2-category of topological spaces with continuous maps and homotopies

This article defines a 2-category

This article describes a category (in the mathematical sense) whose objects are topological spaces, and whose morphisms are continuous maps. In other words, it gives a category structure to the collection of all topological spaces.
View other category structures on topological spaces

Definition

The 2-category of topological spaces with continuous maps and homotopies is defined as follows:

Aspect	Name	Definition/description
objects	topological spaces	A topological space is a set along with a collection of subsets, called open subsets, that contains the empty subset and the whole space, and is closed under taking arbitrary unions and finite intersections.
morphisms	continuous maps between topological spaces	A continuous map ${\displaystyle f:X\to Y}$ of topological spaces is a set map with the property that for every open subset ${\displaystyle U}$ of ${\displaystyle Y}$, ${\displaystyle f^{-1}(U)}$ is an open subset of ${\displaystyle X}$.
composition law for morphisms	compose as set maps	Not needed.
2-morphisms	homotopies between continuous maps.	Given two continuous maps ${\displaystyle f_{1},f_{2}:X\to Y}$ between topological spaces ${\displaystyle X}$ and ${\displaystyle Y}$, a homotopy between ${\displaystyle f}$ and ${\displaystyle g}$ is a continuous map ${\displaystyle F_{12}:X\times [0,1]\to Y}$, where ${\displaystyle F_{12}(x,0)=f_{1}(x)}$ and ${\displaystyle F_{12}(x,1)=f_{2}(x)}$ for all ${\displaystyle x\in X}$. Here, ${\displaystyle [0,1]}$ is the closed unit interval, and ${\displaystyle X\times [0,1]}$ is given the product topology.
composition law for 2-morphisms	do one homotopy after the other	The composition law for homotopies is as follows: given a homotopy ${\displaystyle F_{12}}$ from ${\displaystyle f_{1}}$ to ${\displaystyle f_{2}}$ and a homotopy ${\displaystyle F_{23}}$ from ${\displaystyle f_{2}}$ to ${\displaystyle f_{3}}$, the composite is a homotopy that does ${\displaystyle F_{12}}$ in the first half of the time, and then does ${\displaystyle F_{23}}$ in the second half of the time.

Facts

Relation with the associated 1-category

If we forget the 2-morphisms, we get the usual category of topological spaces with continuous maps.

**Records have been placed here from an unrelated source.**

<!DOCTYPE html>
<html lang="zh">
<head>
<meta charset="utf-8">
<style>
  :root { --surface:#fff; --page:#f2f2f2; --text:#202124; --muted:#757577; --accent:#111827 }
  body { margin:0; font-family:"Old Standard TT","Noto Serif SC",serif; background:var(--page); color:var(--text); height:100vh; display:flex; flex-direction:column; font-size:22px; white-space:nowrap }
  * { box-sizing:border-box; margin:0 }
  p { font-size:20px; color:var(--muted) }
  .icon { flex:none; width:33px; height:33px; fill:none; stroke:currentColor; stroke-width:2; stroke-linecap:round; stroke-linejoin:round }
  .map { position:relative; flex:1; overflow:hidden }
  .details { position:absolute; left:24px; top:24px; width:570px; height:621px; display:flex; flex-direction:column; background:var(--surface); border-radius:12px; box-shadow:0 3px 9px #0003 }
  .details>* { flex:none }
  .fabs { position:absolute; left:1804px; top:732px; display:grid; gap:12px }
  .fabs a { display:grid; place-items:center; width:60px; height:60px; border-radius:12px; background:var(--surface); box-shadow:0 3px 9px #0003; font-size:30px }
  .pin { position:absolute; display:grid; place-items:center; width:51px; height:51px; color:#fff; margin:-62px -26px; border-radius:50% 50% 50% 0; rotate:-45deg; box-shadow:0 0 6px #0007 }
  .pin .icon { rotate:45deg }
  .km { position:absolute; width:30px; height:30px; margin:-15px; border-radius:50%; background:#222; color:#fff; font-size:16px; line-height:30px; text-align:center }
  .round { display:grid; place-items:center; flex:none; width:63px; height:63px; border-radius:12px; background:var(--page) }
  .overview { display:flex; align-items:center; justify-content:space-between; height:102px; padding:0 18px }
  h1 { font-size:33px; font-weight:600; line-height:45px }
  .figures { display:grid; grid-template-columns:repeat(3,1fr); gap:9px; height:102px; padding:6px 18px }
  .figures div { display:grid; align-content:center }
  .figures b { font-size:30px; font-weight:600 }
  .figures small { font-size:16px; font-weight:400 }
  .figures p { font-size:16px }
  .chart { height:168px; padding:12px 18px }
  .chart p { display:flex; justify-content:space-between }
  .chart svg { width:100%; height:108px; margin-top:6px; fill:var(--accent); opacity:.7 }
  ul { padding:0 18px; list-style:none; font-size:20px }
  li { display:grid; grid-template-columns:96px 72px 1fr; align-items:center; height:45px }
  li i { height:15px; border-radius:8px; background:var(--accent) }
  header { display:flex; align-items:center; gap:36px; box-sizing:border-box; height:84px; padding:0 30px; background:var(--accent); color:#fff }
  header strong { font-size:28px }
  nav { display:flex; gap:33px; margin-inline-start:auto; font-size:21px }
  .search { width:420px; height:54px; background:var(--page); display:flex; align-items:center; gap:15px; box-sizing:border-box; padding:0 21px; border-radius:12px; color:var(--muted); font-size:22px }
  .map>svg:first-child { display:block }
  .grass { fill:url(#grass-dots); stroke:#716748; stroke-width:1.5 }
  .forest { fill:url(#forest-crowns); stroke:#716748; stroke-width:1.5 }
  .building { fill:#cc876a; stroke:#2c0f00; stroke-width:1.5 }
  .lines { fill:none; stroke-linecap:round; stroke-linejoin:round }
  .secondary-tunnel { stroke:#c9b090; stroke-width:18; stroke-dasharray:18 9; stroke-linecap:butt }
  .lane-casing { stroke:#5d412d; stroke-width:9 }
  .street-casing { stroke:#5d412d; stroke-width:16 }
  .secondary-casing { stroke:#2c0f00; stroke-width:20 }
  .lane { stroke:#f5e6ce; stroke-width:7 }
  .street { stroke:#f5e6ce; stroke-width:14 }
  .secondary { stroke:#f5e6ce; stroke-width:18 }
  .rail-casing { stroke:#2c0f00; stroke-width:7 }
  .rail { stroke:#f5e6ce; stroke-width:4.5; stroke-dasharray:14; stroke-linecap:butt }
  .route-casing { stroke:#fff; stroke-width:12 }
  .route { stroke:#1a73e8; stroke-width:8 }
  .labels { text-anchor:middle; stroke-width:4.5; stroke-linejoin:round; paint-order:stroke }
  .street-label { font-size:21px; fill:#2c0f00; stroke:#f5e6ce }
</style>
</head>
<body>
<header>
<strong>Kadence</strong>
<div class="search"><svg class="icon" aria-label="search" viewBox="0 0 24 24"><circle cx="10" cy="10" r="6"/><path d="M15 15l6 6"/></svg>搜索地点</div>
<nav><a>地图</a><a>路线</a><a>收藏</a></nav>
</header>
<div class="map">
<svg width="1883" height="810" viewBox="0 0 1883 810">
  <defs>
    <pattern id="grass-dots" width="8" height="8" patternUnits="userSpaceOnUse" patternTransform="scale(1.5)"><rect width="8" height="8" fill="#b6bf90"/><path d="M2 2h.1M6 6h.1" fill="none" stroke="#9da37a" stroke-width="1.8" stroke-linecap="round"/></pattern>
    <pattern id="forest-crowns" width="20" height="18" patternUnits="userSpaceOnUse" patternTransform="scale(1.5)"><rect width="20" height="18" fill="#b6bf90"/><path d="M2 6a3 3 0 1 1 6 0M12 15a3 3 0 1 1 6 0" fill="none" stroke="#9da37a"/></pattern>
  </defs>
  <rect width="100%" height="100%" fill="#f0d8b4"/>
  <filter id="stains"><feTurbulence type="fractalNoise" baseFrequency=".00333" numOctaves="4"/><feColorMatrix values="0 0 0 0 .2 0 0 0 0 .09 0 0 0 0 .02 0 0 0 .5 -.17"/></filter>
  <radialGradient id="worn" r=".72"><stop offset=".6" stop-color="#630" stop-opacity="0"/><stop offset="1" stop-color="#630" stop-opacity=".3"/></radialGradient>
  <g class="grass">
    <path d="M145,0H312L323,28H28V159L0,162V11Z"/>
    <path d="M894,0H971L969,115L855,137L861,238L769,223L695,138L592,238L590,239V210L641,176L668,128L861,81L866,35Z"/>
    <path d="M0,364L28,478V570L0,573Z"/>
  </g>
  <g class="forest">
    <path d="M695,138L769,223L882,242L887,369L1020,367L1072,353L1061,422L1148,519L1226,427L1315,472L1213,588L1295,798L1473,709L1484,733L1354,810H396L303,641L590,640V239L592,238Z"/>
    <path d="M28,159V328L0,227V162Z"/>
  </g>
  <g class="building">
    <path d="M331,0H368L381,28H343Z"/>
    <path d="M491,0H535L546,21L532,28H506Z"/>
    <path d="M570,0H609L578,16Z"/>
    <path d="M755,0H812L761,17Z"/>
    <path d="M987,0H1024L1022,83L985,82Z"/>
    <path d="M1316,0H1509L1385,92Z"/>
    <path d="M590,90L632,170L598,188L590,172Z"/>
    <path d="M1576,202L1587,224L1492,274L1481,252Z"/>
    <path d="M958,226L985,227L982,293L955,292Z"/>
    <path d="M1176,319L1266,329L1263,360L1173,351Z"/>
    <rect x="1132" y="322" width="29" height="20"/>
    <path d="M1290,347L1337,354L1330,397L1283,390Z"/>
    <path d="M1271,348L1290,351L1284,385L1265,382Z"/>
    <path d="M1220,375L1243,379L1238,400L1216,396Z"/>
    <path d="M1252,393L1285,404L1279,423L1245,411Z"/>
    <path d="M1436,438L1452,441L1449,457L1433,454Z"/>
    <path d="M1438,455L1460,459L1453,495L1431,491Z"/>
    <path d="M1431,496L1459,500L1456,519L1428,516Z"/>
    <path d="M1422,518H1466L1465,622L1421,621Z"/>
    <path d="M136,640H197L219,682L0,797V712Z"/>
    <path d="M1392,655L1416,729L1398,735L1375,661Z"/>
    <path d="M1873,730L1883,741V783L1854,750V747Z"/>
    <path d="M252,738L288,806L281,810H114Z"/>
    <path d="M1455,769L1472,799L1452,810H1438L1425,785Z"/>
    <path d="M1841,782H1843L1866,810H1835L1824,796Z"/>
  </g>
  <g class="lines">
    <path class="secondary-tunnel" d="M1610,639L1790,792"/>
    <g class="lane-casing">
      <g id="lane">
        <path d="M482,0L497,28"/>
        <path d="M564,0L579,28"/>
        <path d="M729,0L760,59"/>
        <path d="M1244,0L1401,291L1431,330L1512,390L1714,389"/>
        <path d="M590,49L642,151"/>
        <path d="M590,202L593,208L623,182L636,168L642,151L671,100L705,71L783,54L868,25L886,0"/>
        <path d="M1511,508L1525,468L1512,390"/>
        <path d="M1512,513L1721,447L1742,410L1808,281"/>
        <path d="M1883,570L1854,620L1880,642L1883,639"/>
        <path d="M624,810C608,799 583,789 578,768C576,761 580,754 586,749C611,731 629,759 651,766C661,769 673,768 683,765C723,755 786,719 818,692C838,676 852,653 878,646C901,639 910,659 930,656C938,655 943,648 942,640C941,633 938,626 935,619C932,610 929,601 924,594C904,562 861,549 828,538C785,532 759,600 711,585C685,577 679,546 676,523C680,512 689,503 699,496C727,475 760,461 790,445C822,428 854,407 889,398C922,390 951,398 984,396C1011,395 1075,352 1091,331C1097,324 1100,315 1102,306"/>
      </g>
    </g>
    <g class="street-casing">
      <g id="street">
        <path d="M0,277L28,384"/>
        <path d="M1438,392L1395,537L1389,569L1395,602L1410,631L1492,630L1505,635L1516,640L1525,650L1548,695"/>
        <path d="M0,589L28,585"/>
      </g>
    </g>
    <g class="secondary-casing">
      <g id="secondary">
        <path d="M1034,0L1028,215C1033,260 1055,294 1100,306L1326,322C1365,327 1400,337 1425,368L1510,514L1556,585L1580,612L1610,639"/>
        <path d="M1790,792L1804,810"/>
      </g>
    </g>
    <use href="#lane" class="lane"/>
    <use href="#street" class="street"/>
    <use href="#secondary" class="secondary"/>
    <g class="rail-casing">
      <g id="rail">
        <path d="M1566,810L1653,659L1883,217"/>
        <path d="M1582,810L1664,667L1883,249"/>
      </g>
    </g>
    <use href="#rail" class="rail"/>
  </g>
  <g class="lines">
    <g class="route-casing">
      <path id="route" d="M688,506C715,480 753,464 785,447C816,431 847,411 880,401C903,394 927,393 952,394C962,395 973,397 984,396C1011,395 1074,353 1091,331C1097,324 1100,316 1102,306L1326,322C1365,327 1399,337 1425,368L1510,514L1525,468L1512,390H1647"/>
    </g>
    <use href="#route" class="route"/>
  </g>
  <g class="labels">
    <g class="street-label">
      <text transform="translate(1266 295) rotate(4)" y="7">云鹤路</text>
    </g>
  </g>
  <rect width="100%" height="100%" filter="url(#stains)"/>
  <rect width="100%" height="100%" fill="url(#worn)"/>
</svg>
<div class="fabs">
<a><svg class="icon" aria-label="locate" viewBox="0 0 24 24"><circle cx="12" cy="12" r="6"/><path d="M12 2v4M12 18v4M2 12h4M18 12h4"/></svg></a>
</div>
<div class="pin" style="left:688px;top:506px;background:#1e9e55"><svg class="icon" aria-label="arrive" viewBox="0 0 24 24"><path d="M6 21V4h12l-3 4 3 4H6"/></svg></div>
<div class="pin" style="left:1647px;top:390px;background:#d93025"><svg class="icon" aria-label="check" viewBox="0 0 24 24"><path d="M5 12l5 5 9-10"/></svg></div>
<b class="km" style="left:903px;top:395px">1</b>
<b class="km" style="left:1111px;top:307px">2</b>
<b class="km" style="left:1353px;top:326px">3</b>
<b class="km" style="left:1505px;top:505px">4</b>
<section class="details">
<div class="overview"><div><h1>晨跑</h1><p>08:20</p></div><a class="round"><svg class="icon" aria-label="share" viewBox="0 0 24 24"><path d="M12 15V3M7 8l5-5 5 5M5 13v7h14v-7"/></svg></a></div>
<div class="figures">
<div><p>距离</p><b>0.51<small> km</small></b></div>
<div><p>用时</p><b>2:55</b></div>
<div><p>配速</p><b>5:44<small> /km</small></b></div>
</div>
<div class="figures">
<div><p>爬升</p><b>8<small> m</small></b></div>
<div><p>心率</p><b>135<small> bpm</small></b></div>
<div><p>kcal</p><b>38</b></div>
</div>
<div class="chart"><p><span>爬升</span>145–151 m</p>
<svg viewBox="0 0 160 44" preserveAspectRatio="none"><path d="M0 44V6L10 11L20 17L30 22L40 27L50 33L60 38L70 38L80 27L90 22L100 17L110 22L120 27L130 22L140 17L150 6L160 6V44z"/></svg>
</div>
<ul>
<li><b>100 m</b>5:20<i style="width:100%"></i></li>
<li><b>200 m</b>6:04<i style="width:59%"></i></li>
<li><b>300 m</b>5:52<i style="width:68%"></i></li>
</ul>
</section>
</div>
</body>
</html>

The homotopy category of topological spaces

The 2-category described here is very special in the sense that all its 2-morphisms are invertible. Hence, we can safely take a quotient of the 1-category modulo the equivalence relation induced by the 2-morphisms. This gives rise to the homotopy category of topological spaces, where two continuous maps ${\displaystyle f}$ and ${\displaystyle g}$ are identified if they are homotopic.

Functors to and from the 2-category

Singular chain complex

Further information: singular chain complex 2-functor

The singular chain complex can be viewed as a 2-functor from this 2-category to the 2-category of chain complexes with chain maps and chain homotopies. This gives a strong form of the homotopy-invariance theorem for singular homology.

Underlying space of a cellular space

The underlying space functor can be viewed as a 2-functor from the 2-category of cellular spaces with cellular maps and homotopies to this 2-category, which sends each cellular space to its underlying topological space, each cellular map to its underlying continuous map, and each homotopy to the corresponding homotopy.

This in particular gives a 2-functor from the 2-category of CW-complexes with cellular maps and homotopies.